Margin of Safety
Benjamin Graham (investing); adopted by Warren Buffett & Charlie Munger. Engineering origin in safety factors.

A margin of safety (MoS) is a buffer between what you have and what you need.
- In investing, pay a price well below intrinsic value so estimation errors and shocks don’t destroy capital. 
- In engineering/ops, design capacity above expected load (a safety factor) so systems stay safe under stress. - It’s a universal rule for action under uncertainty: protect against model error, variance, and tails before chasing upside. 
Investing version
- Intrinsic value (IV) vs Price (P).
- MoS (currency) = IV − P.
- MoS (%) = (IV − P) ÷ IV. Use larger MoS when quality is uncertain or cyclicality/tail risk is high.
Engineering/ops version
- Safety Factor (SF) = Capacity ÷ Expected Load.
- Safety Margin (%) = (Capacity − Load) ÷ Capacity.
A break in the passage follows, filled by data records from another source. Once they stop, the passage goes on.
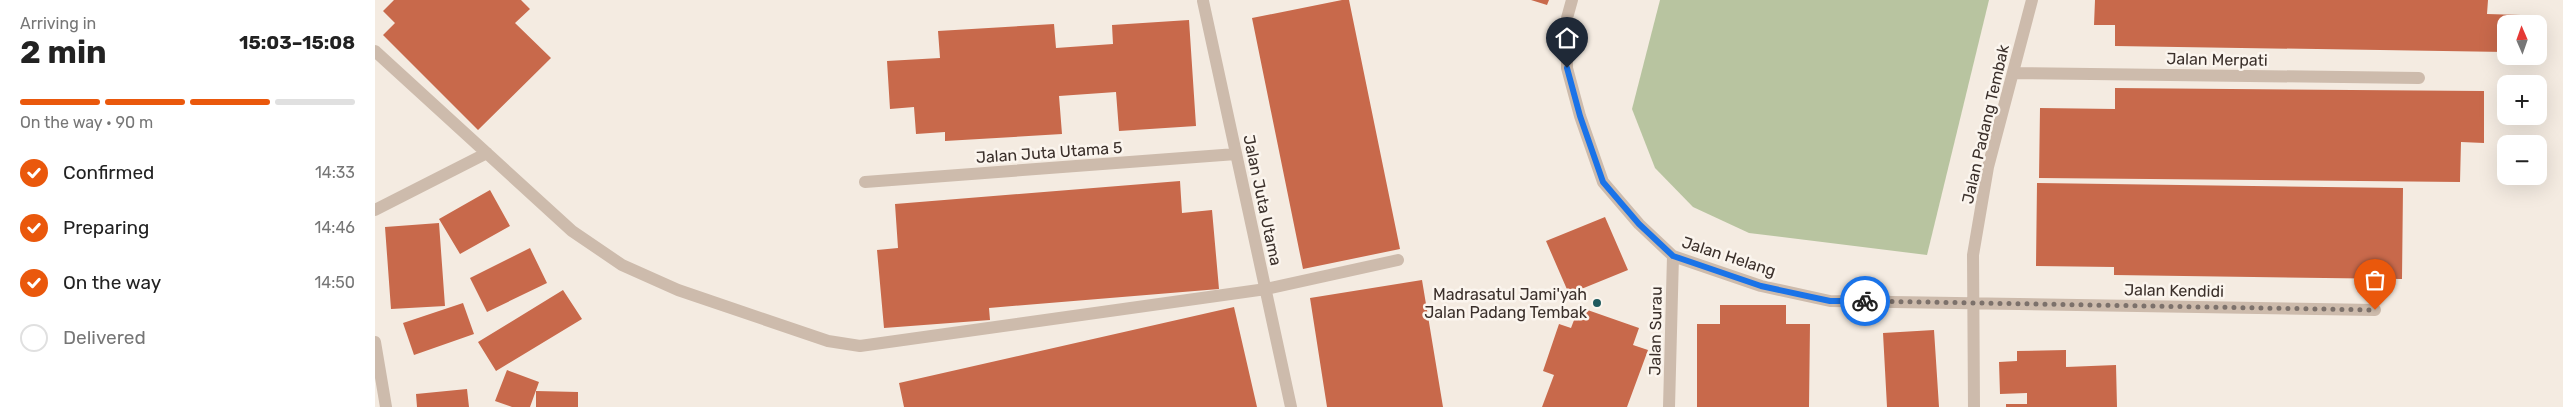 <!DOCTYPE html>
<meta charset="utf-8">
<style>
:root{--surface:#fff;--page:#f2f2f2;--text:#222;--muted:#767676;--line:#e0e0e0;--accent:#ea580c}
body{margin:0;font-family:Rubik,sans-serif;background:var(--page);color:var(--text);height:100vh;display:flex;flex-direction:column;font-size:19px;white-space:nowrap}
*{box-sizing:border-box;margin:0}
p{font-size:16px;color:var(--muted)}
.icon{flex:none;width:28px;height:28px;fill:none;stroke:currentColor;stroke-width:2;stroke-linecap:round;stroke-linejoin:round}
.map{position:relative;flex:1;overflow:hidden}
.details{display:flex;flex-direction:column;background:var(--surface);width:375px}
.details>*{flex:none}
.needle{width:32px;rotate:358deg}
.tools{position:absolute;left:2122px;top:15px;display:grid;gap:10px}
.tools a{display:grid;place-items:center;width:50px;height:50px;border-radius:10px;background:var(--surface);box-shadow:0 5px 20px #0002;font-size:25px}
.pin{position:absolute;display:grid;place-items:center;width:42px;height:42px;color:#fff;margin:-51px -21px;border-radius:50% 50% 50% 0;rotate:-45deg;box-shadow:0 0 5px #0007}
.pin .icon{rotate:45deg}
.courier{position:absolute;display:grid;place-items:center;width:50px;height:50px;margin:-25px;border:4px solid #1a73e8;border-radius:50%;background:#fff;color:#222;box-shadow:0 1px 6px #0007}
.head em{font-style:normal;font-weight:700}
.head div{display:flex;flex-direction:column-reverse}
.head{display:flex;align-items:center;justify-content:space-between;height:85px;padding:0 20px}
h1{font-size:32px;font-weight:700;line-height:38px}
.bar{display:grid;grid-template-columns:repeat(4,1fr);gap:8px 5px;align-content:center;height:60px;padding:0 20px}
.bar i{height:6px;border-radius:4px;background:var(--line)}
.bar .selected{background:var(--accent)}
.bar p{grid-column:span 4}
ol{padding:0 20px;list-style:none}
li{display:flex;align-items:center;gap:15px;height:55px}
li p{margin-inline-start:auto}
li .icon{padding:5px;border-radius:50%;background:var(--accent);color:#fff;stroke-width:4}
li:last-child{color:var(--muted)}
li i{width:28px;height:28px;border:2px solid var(--line);border-radius:50%}
main{display:flex;flex:1;min-height:0}
.map>svg:first-child{display:block}
.green{fill:#b8c4a0}
.building{fill:#c8694b}
.lines{fill:none;stroke-linecap:round;stroke-linejoin:round}
.minor{stroke:#cdbbac;stroke-width:12}
.done{stroke:#7c716b;stroke-width:5;stroke-dasharray:0 9}
.route{stroke:#1a73e8;stroke-width:6}
.poi-dot{fill:#1f5a5e;stroke:#fbf5ee;stroke-width:2}
.labels{text-anchor:middle;stroke-width:5;stroke-linejoin:round;paint-order:stroke}
.street-label{font-size:16px;fill:#3b302b;stroke:#fbf5ee}
.poi-label{font-size:16px;fill:#3b302b;stroke:#fbf5ee;text-anchor:end}
</style>
<main>
<section class="details">
<div class="head"><div><h1>2 min</h1><p>Arriving in</p></div><em>15:03–15:08</em></div>
<div class="bar"><i class="selected"></i><i class="selected"></i><i class="selected"></i><i></i><p>On the way · 90 m</p></div>
<ol>
<li><svg class="icon" aria-label="check" viewBox="0 0 24 24"><path d="M5 12l5 5 9-10"/></svg>Confirmed<p>14:33</p></li>
<li><svg class="icon" aria-label="check" viewBox="0 0 24 24"><path d="M5 12l5 5 9-10"/></svg>Preparing<p>14:46</p></li>
<li><svg class="icon" aria-label="check" viewBox="0 0 24 24"><path d="M5 12l5 5 9-10"/></svg>On the way<p>14:50</p></li>
<li><i></i>Delivered</li>
</ol>
</section>
<div class="map">
<svg width="2188" height="407" viewBox="0 0 2188 407">
<rect width="100%" height="100%" fill="#f4ebe1"/>
<!-- green -->
<path class="green" d="M1285 0H1614L1552 255 1374 233 1318 207 1280 168 1257 109Z"/>
<!-- building -->
<path class="building" d="M19 0H146L155 9 140 23 176 58 103 130 8 35 20 23 8 11Z
M967 0H974L1025 249 928 269 877 18Z
M1156 0H1174L1172 5Z
M1720 0H2113L2112 14 2146 15V24H2131V52L1740 46V25H1719Z
M814 20 821 126 744 131 741 92 684 96 687 134 570 141V132L541 134 539 107 515 109 512 61 565 58 563 31 679 24 681 48 738 44 737 25Z
M1740 88 2109 91V143L2086 142 2085 182 1664 178 1665 108 1740 109Z
M805 181 807 213 837 210 844 289 614 308 615 320 509 328 502 250 523 248 520 204Z
M1662 183 2028 188 2027 279 1739 275V267L1661 266Z
M115 190 135 226 85 254 64 219Z
M1230 217 1253 270 1194 294 1171 241Z
M64 223 70 306 16 309 10 227Z
M155 248 172 283 112 312 95 278Z
M1047 280 1068 407H952L935 298Z
M188 290 207 319 121 371 103 342Z
M88 303 99 334 39 355 28 323Z
M1345 305H1411V324H1435L1434 407H1322V324H1345Z
M859 307 882 407H529L524 383Z
M1204 307 1264 328 1258 345 1273 350 1252 407H1167L1179 375 1168 371 1184 324 1196 328Z
M1559 330 1564 407H1512L1508 333Z
M1691 350V367L1741 365 1742 407H1631V404H1652V393L1625 394 1624 362 1642 361V351Z
M132 370 164 382 155 407H137L120 401Z
M92 389 94 407H42L41 394Z
M161 391 203 392V407H161Z"/>
<g class="lines">
<!-- minor -->
<path class="minor" d="M1197 0 1192 18V68L1205 116 1228 182 1264 224 1298 256 1386 286 1455 301 2000 310
M828 1 916 407
M0 51 197 231 247 265 303 290 453 341 485 346 891 289 1023 260
M1638 73 2044 78
M490 182 861 154
M0 210 112 153
M0 342 11 407
M1294 407 1298 256
M1599 407 1598 255 1613 167 1657 0"/>
</g>
<g class="lines">
<!-- done -->
<path class="done" d="M1490 301 2000 310"/>
<!-- route -->
<path class="route" d="M1192 68 1205 116 1228 182 1264 224 1298 256 1386 286 1455 301H1490"/>
</g>
<!-- markers -->
<circle class="poi-dot" cx="1222" cy="303" r="5"/>
<g class="labels">
<!-- street labels -->
<g class="street-label">
<text transform="translate(1842 59) rotate(1)" y="6">Jalan Merpati</text>
<text transform="translate(1610 124) rotate(-77)" y="6">Jalan Padang Tembak</text>
<text transform="translate(674 152) rotate(-4)" y="6">Jalan Juta Utama 5</text>
<text transform="translate(888 200) rotate(78)" y="6">Jalan Juta Utama</text>
<text transform="translate(1354 256) rotate(18)" y="6">Jalan Helang</text>
<text transform="translate(1799 290) rotate(1)" y="6">Jalan Kendidi</text>
<text transform="translate(1280 331) rotate(-89)" y="6">Jalan Surau</text>
</g>
<!-- poi labels -->
<g class="poi-label">
<text x="1212" y="300">Madrasatul Jami'yah<tspan x="1212" dy="18">Jalan Padang Tembak</tspan></text>
</g>
</g>
</svg>
<div class="tools">
<a><svg class="needle" viewBox="-14 -14 28 28"><path d="M0-13l5 13h-10z" fill="#e53935"/><path d="M0 13l5-13h-10z" fill="#767676"/></svg></a>
<a>+</a>
<a>−</a>
</div>
<div class="pin" style="left:2000px;top:310px;background:#ea580c"><svg class="icon" aria-label="bag" viewBox="0 0 24 24"><path d="M5 8h14l-1 12H6zM9 8a3 3 0 0 1 6 0"/></svg></div>
<div class="pin" style="left:1192px;top:68px;background:#1f2937"><svg class="icon" aria-label="home" viewBox="0 0 24 24"><path d="M3 11l9-7 9 7M6 9v11h12V9"/></svg></div>
<div class="courier" style="left:1490px;top:301px"><svg class="icon" aria-label="bike" viewBox="0 0 24 24"><circle cx="6" cy="16" r="4"/><circle cx="18" cy="16" r="4"/><path d="M6 16l4-8h5l3 8M10 8l3 8H6M13 5h3"/></svg></div>
</div>
</main>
Choose SF based on variability, consequences of failure, and detection/response time.
Portfolio & bets
- Size exposure below theoretical optima (e.g., half-Kelly) to survive drawdowns and correlation spikes.
Planning
- Add time/cost buffers where variance concentrates (bottlenecks, long lead items), not everywhere.
Public/private investing – cyclicals, turnarounds, illiquid assets; concentrate only when MoS is demonstrably large.
Product & capacity – headroom on servers, queues, and fulfilment; surge tolerance.
SRE & safety – rate limits, circuit breakers, redundancy (N+1/2N).
Liquidity management – cash runway, covenant headroom, diversified credit lines.
Project management – schedule buffers and scope guards around risky milestones.
- Quantify the need - Investing: conservative IV from multiple methods (DCF ranges, comps, unit economics). 
- Ops: expected peak load (p95/p99), variability, single-point failure analysis. 
 
- Set the buffer rule - Investing MoS guideline: favour ≥ 30–40 percent gap for average quality; ≥ 50 percent for uncertain or cyclical cases. 
- Ops SF guideline: start at 1.2–2.0× depending on uncertainty and failure severity; higher where detection is slow or blast radius is large. 
 
- Design to the worst-plausible, not the mean - Use percentiles (p95/p99), scenario bands, and tail checks rather than averages. 
 
- Prefer convexity - Cap downside (limits, stop rules, ring-fencing) and keep some cheap upside exposure (options, small probes). 
 
- Place buffers surgically - Protect the constraint and one-way doors; avoid padding every step. 
 
- Review and resize - Re-estimate value/load as facts change; trim or add MoS with evidence. 
 
False precision – tight buffers against shaky estimates; treat IV and loads as ranges.
Over-conservatism – MoS so large you never act; pair with small reversible tests.
Bloat – padding everywhere slows flow and raises cost; buffer at bottlenecks and high-impact risks only.
Hidden correlation – “diversified” bets fail together in stress; test for common shocks.
Leverage + thin MoS – operating or financial leverage can erase buffers quickly; watch covenants and utilisation.
Erosion over time – creep in costs or load quietly consumes headroom; monitor p95/p99 and drift.